= TASK STATEMENT =
Please report each line in the material below that includes "الملك".

= RECORDS FOR THE TASK =

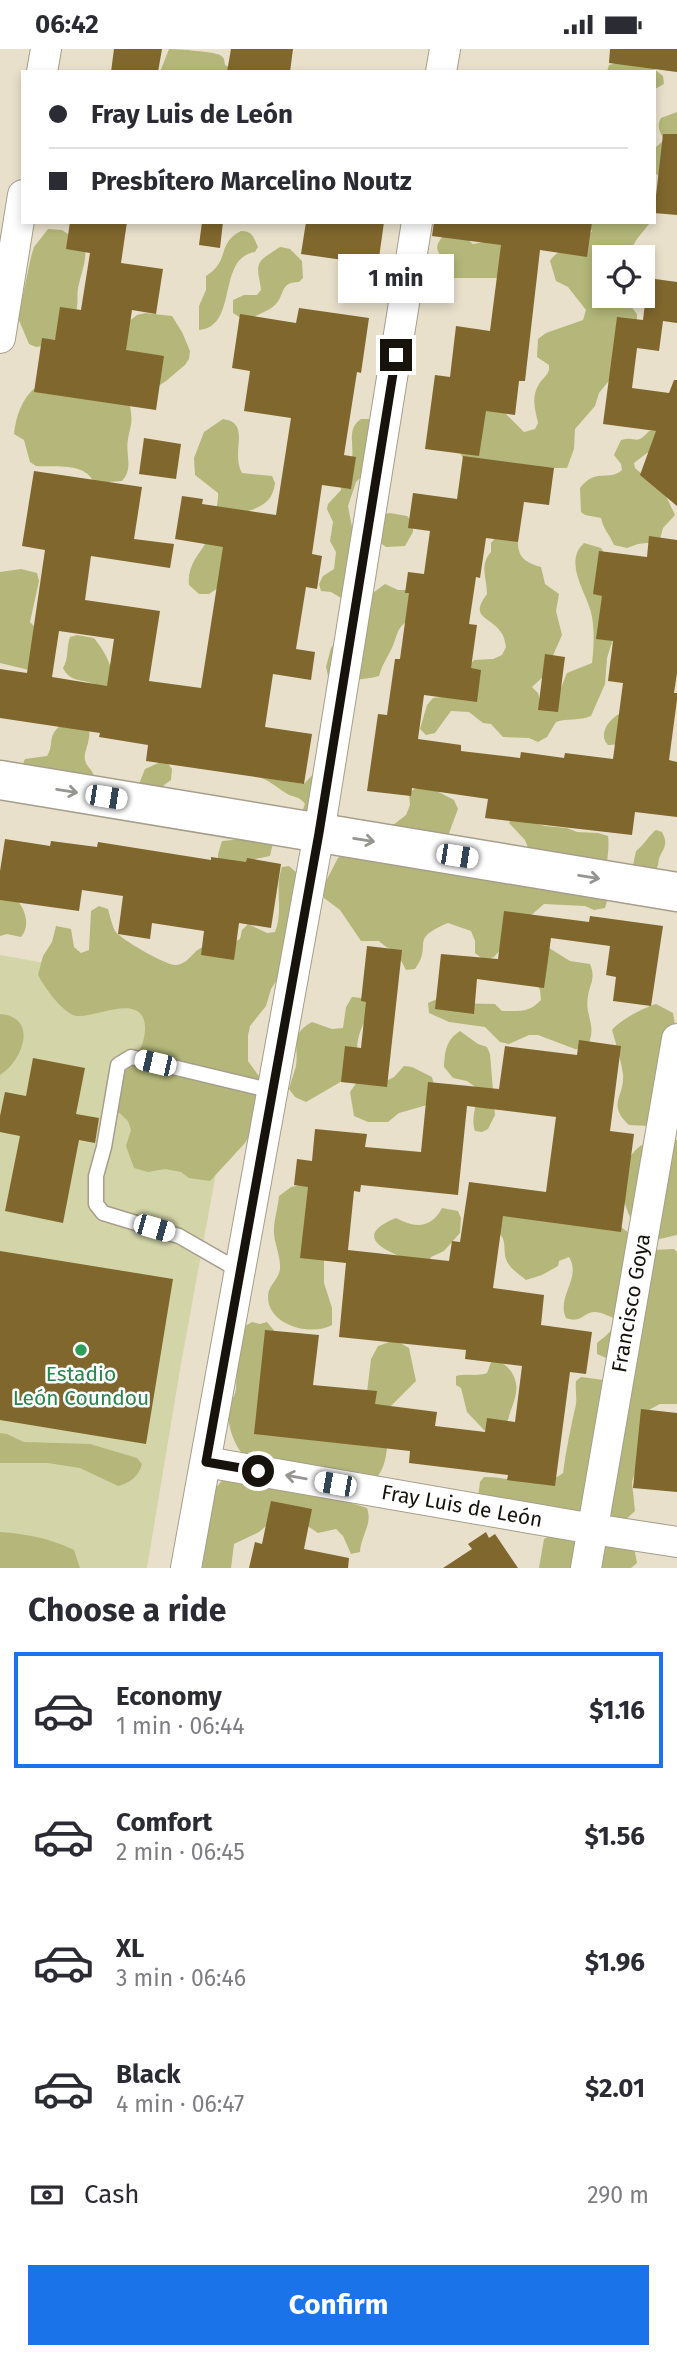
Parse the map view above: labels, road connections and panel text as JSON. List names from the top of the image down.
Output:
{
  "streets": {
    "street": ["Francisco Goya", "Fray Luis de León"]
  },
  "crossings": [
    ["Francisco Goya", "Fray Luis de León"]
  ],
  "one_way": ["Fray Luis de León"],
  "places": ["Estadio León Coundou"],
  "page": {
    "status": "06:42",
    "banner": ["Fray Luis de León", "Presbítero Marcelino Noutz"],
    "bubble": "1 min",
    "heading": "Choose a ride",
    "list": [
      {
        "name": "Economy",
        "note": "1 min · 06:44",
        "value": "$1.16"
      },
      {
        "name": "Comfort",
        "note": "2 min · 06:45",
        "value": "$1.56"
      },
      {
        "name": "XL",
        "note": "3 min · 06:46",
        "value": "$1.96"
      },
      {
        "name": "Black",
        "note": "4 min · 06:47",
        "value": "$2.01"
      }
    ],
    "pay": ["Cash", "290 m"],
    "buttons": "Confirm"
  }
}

==

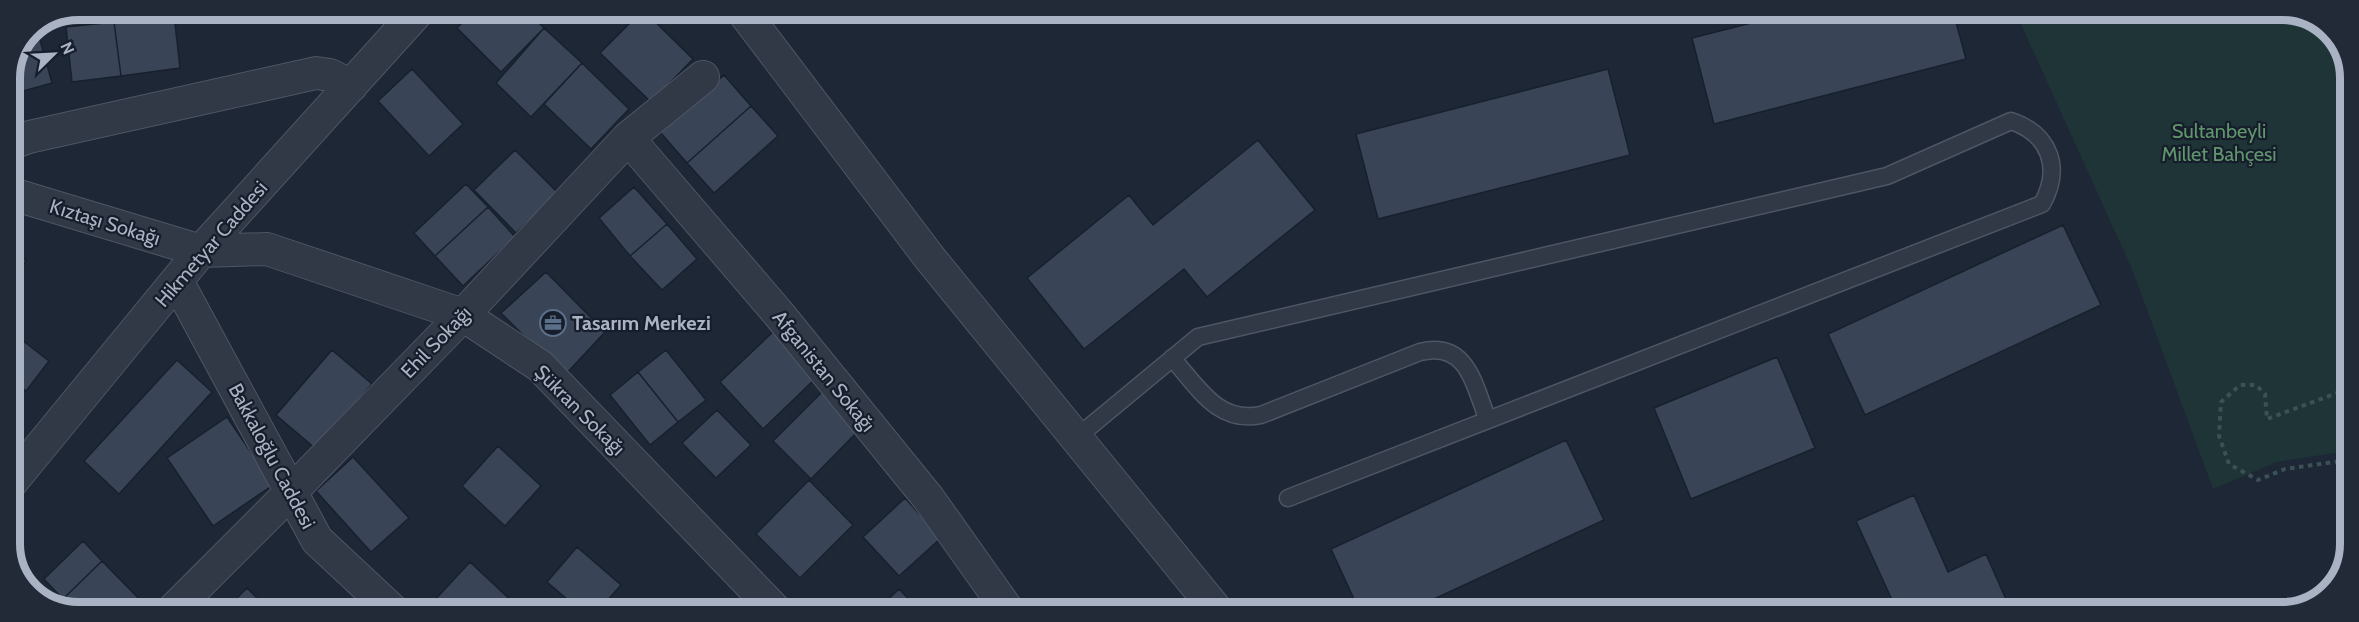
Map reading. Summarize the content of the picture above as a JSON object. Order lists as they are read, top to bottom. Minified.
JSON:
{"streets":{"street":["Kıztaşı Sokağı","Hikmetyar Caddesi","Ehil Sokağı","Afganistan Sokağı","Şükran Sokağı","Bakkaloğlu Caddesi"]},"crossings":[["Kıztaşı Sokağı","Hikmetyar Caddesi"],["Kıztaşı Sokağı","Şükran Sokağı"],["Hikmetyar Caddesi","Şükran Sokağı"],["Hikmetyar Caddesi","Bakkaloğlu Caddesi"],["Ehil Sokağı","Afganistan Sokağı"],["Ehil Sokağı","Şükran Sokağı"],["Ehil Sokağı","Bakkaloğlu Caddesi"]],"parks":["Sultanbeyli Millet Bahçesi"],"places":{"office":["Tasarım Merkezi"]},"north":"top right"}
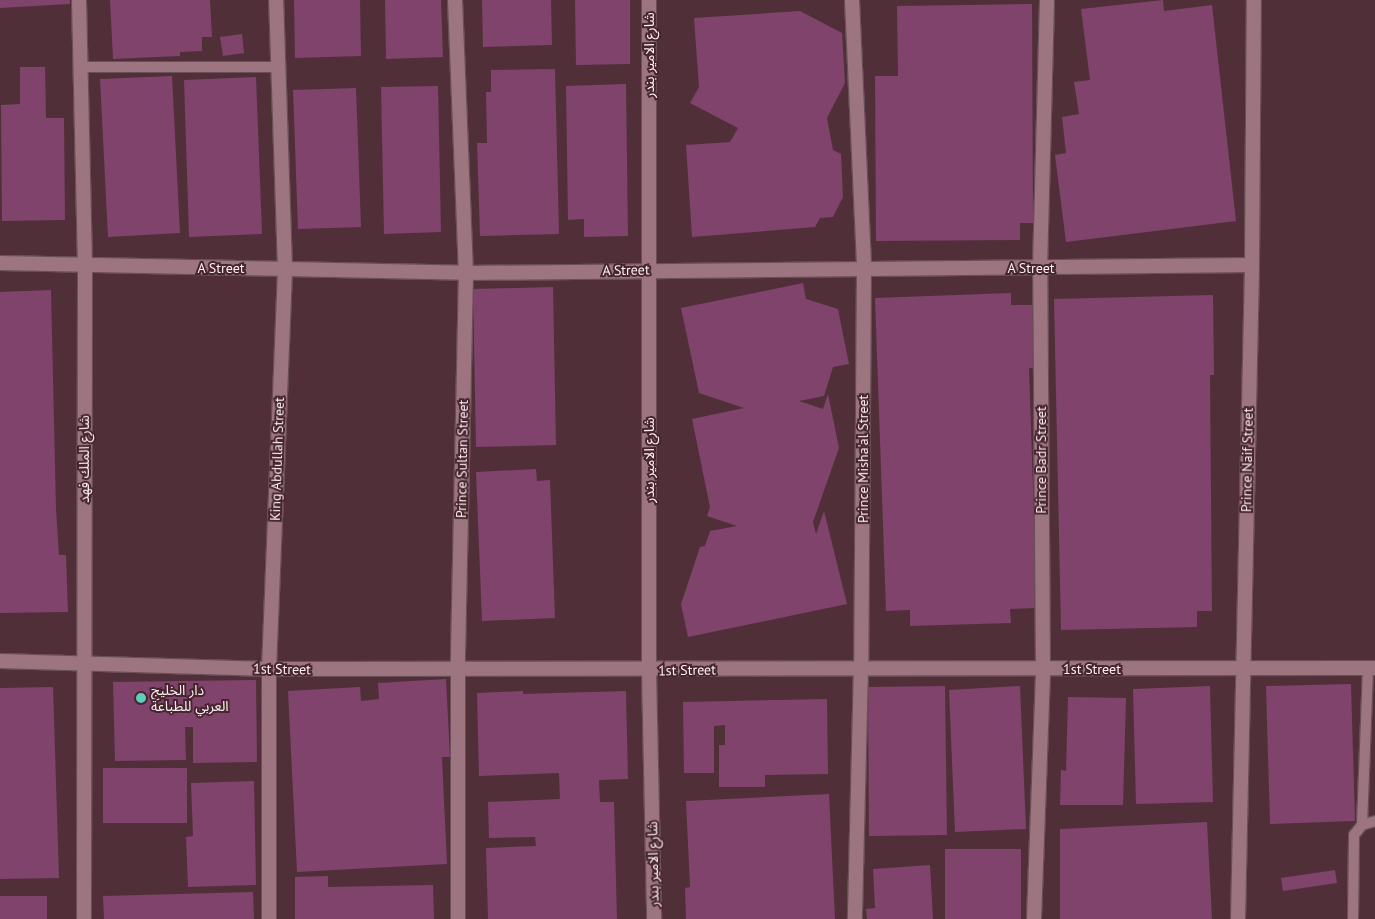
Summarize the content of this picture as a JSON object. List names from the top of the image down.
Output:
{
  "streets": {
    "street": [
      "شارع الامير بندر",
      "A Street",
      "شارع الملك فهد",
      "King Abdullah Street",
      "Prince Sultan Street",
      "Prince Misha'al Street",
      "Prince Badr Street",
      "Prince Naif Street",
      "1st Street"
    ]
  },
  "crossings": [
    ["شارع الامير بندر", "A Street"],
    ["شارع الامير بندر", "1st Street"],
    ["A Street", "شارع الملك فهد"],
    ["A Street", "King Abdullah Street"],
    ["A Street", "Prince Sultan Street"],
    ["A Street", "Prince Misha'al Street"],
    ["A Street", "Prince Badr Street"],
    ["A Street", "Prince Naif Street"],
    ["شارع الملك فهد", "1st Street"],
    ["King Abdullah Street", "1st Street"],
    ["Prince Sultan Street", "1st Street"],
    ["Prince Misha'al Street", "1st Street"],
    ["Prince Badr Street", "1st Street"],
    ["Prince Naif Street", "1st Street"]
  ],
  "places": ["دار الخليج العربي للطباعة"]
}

---

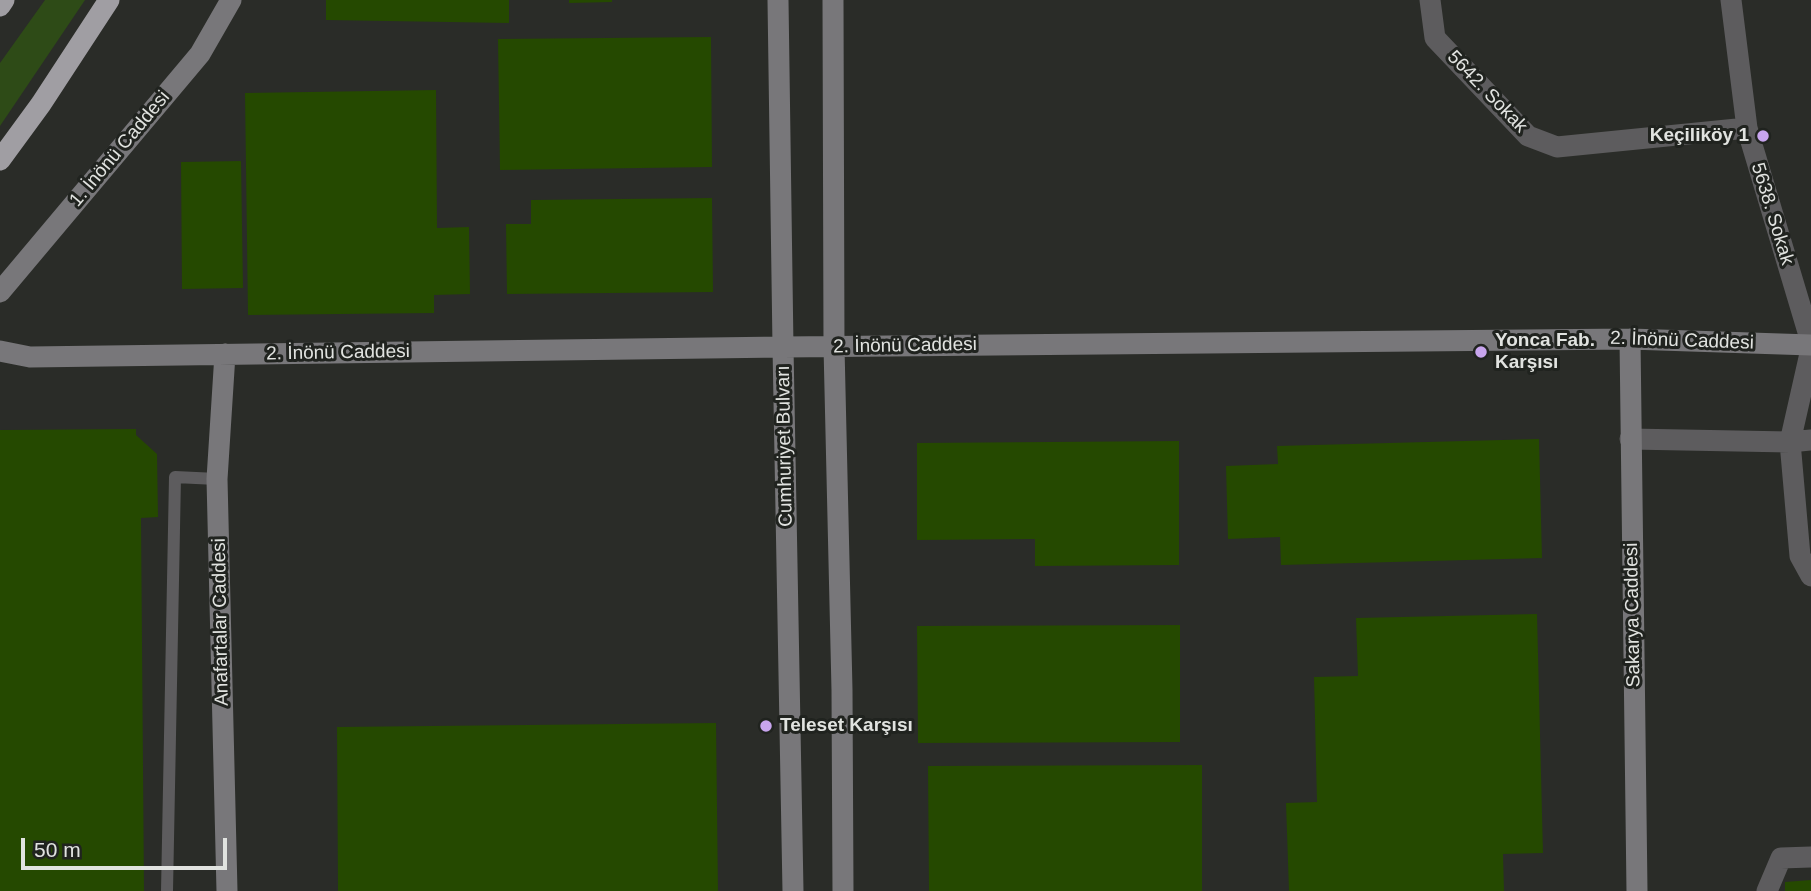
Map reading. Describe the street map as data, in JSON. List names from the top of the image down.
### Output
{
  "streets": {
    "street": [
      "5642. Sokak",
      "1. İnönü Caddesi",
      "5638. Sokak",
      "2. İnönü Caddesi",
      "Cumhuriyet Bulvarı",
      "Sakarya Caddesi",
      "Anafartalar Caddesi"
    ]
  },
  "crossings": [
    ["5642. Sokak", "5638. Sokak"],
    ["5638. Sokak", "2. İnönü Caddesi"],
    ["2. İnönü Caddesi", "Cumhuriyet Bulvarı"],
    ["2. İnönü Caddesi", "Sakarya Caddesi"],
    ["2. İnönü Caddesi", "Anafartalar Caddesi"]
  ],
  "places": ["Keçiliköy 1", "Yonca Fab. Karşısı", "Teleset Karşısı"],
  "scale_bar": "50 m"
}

= ANSWER TO THE EXERCISE =
      "شارع الملك فهد",
    ["A Street", "شارع الملك فهد"],
    ["شارع الملك فهد", "1st Street"],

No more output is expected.